Task brief ::
Your answer must be an exact transcription of every record below, with the pictures omitted.

Input records ::
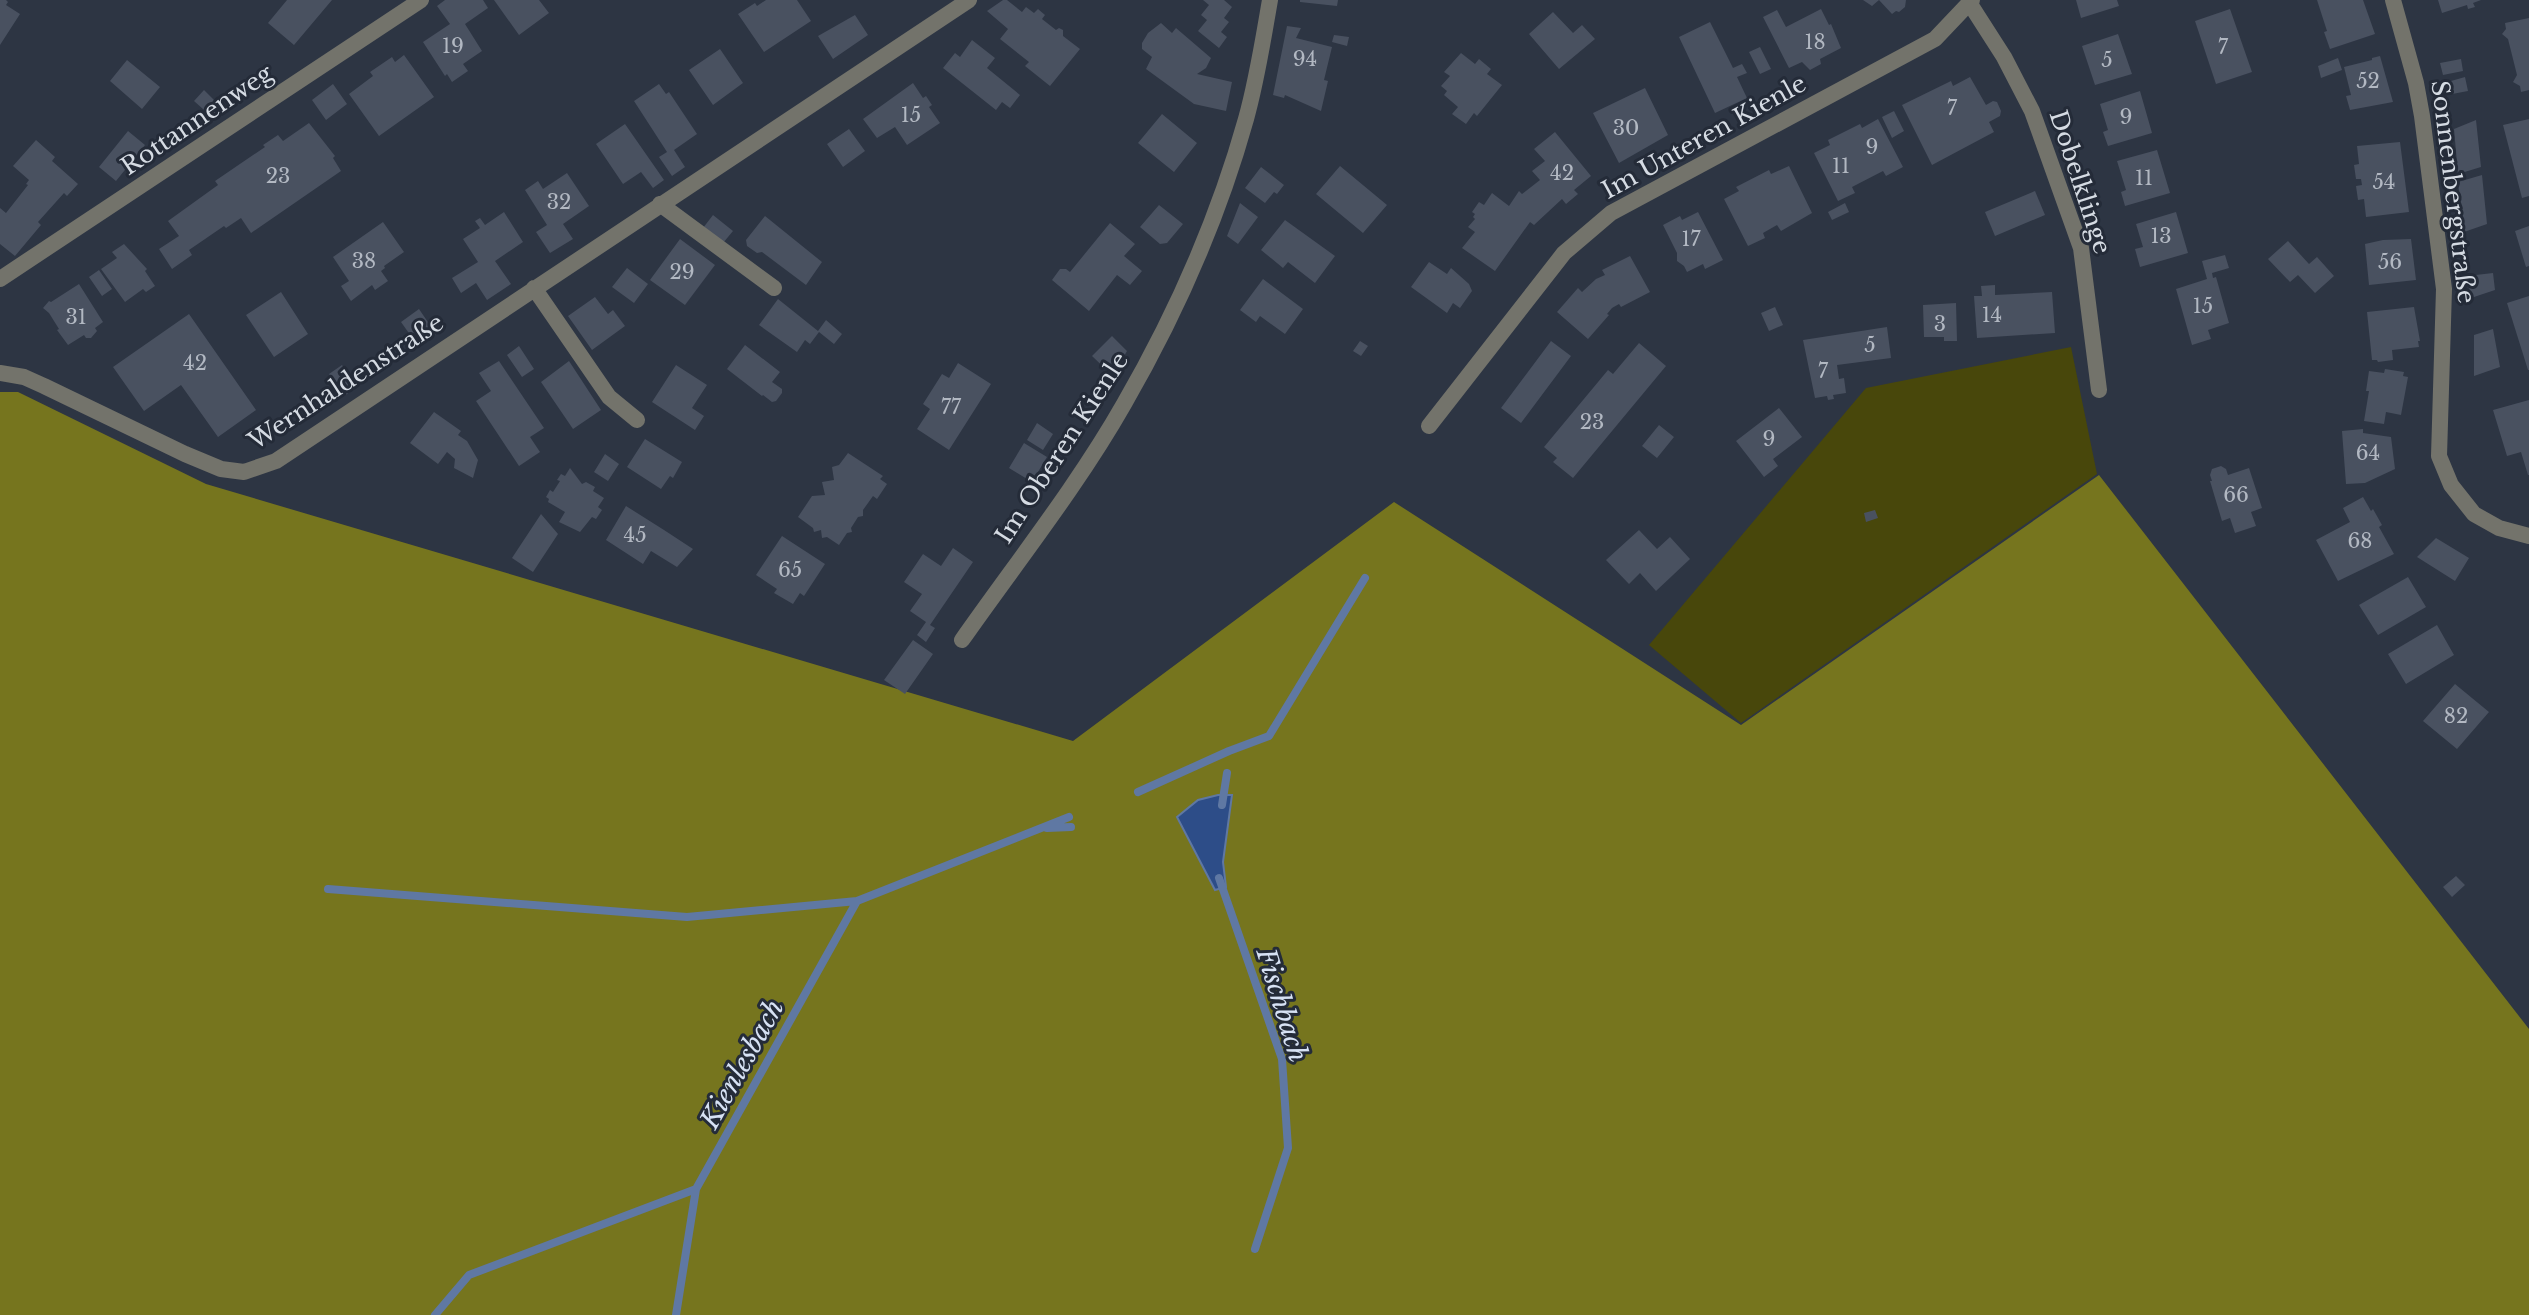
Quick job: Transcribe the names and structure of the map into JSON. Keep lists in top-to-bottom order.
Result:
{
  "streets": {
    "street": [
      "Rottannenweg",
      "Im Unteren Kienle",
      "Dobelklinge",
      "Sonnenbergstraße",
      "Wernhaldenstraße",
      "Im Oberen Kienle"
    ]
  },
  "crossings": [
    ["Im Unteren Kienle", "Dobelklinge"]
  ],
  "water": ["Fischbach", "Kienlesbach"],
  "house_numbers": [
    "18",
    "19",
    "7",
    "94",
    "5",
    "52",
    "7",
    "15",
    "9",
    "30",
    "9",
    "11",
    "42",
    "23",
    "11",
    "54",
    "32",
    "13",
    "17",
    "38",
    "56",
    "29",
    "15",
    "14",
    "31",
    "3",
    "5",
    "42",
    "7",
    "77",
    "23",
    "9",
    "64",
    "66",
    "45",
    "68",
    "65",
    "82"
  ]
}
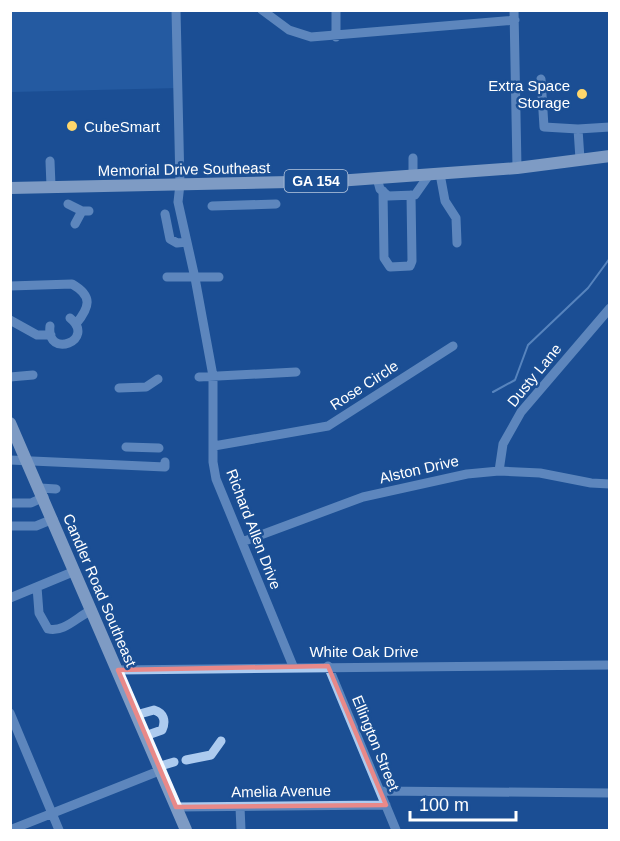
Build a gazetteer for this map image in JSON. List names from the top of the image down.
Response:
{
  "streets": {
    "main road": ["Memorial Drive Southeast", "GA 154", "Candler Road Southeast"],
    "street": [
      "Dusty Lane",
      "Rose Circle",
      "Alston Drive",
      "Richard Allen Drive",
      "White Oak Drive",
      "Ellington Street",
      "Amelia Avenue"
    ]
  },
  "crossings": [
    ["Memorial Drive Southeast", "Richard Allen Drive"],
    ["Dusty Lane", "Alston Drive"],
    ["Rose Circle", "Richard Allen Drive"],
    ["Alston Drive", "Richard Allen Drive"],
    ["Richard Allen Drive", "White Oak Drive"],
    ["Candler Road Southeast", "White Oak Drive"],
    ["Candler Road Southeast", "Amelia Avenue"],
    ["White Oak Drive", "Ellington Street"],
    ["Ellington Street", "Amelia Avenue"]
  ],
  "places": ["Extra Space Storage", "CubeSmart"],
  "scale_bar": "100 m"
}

Result ::
Quick job: Transcribe the names and structure of the map into JSON. Keep lists in top-to-bottom order.
Result:
{
  "streets": {
    "street": [
      "Rottannenweg",
      "Im Unteren Kienle",
      "Dobelklinge",
      "Sonnenbergstraße",
      "Wernhaldenstraße",
      "Im Oberen Kienle"
    ]
  },
  "crossings": [
    ["Im Unteren Kienle", "Dobelklinge"]
  ],
  "water": ["Fischbach", "Kienlesbach"],
  "house_numbers": [
    "18",
    "19",
    "7",
    "94",
    "5",
    "52",
    "7",
    "15",
    "9",
    "30",
    "9",
    "11",
    "42",
    "23",
    "11",
    "54",
    "32",
    "13",
    "17",
    "38",
    "56",
    "29",
    "15",
    "14",
    "31",
    "3",
    "5",
    "42",
    "7",
    "77",
    "23",
    "9",
    "64",
    "66",
    "45",
    "68",
    "65",
    "82"
  ]
}
Build a gazetteer for this map image in JSON. List names from the top of the image down.
Response:
{
  "streets": {
    "main road": ["Memorial Drive Southeast", "GA 154", "Candler Road Southeast"],
    "street": [
      "Dusty Lane",
      "Rose Circle",
      "Alston Drive",
      "Richard Allen Drive",
      "White Oak Drive",
      "Ellington Street",
      "Amelia Avenue"
    ]
  },
  "crossings": [
    ["Memorial Drive Southeast", "Richard Allen Drive"],
    ["Dusty Lane", "Alston Drive"],
    ["Rose Circle", "Richard Allen Drive"],
    ["Alston Drive", "Richard Allen Drive"],
    ["Richard Allen Drive", "White Oak Drive"],
    ["Candler Road Southeast", "White Oak Drive"],
    ["Candler Road Southeast", "Amelia Avenue"],
    ["White Oak Drive", "Ellington Street"],
    ["Ellington Street", "Amelia Avenue"]
  ],
  "places": ["Extra Space Storage", "CubeSmart"],
  "scale_bar": "100 m"
}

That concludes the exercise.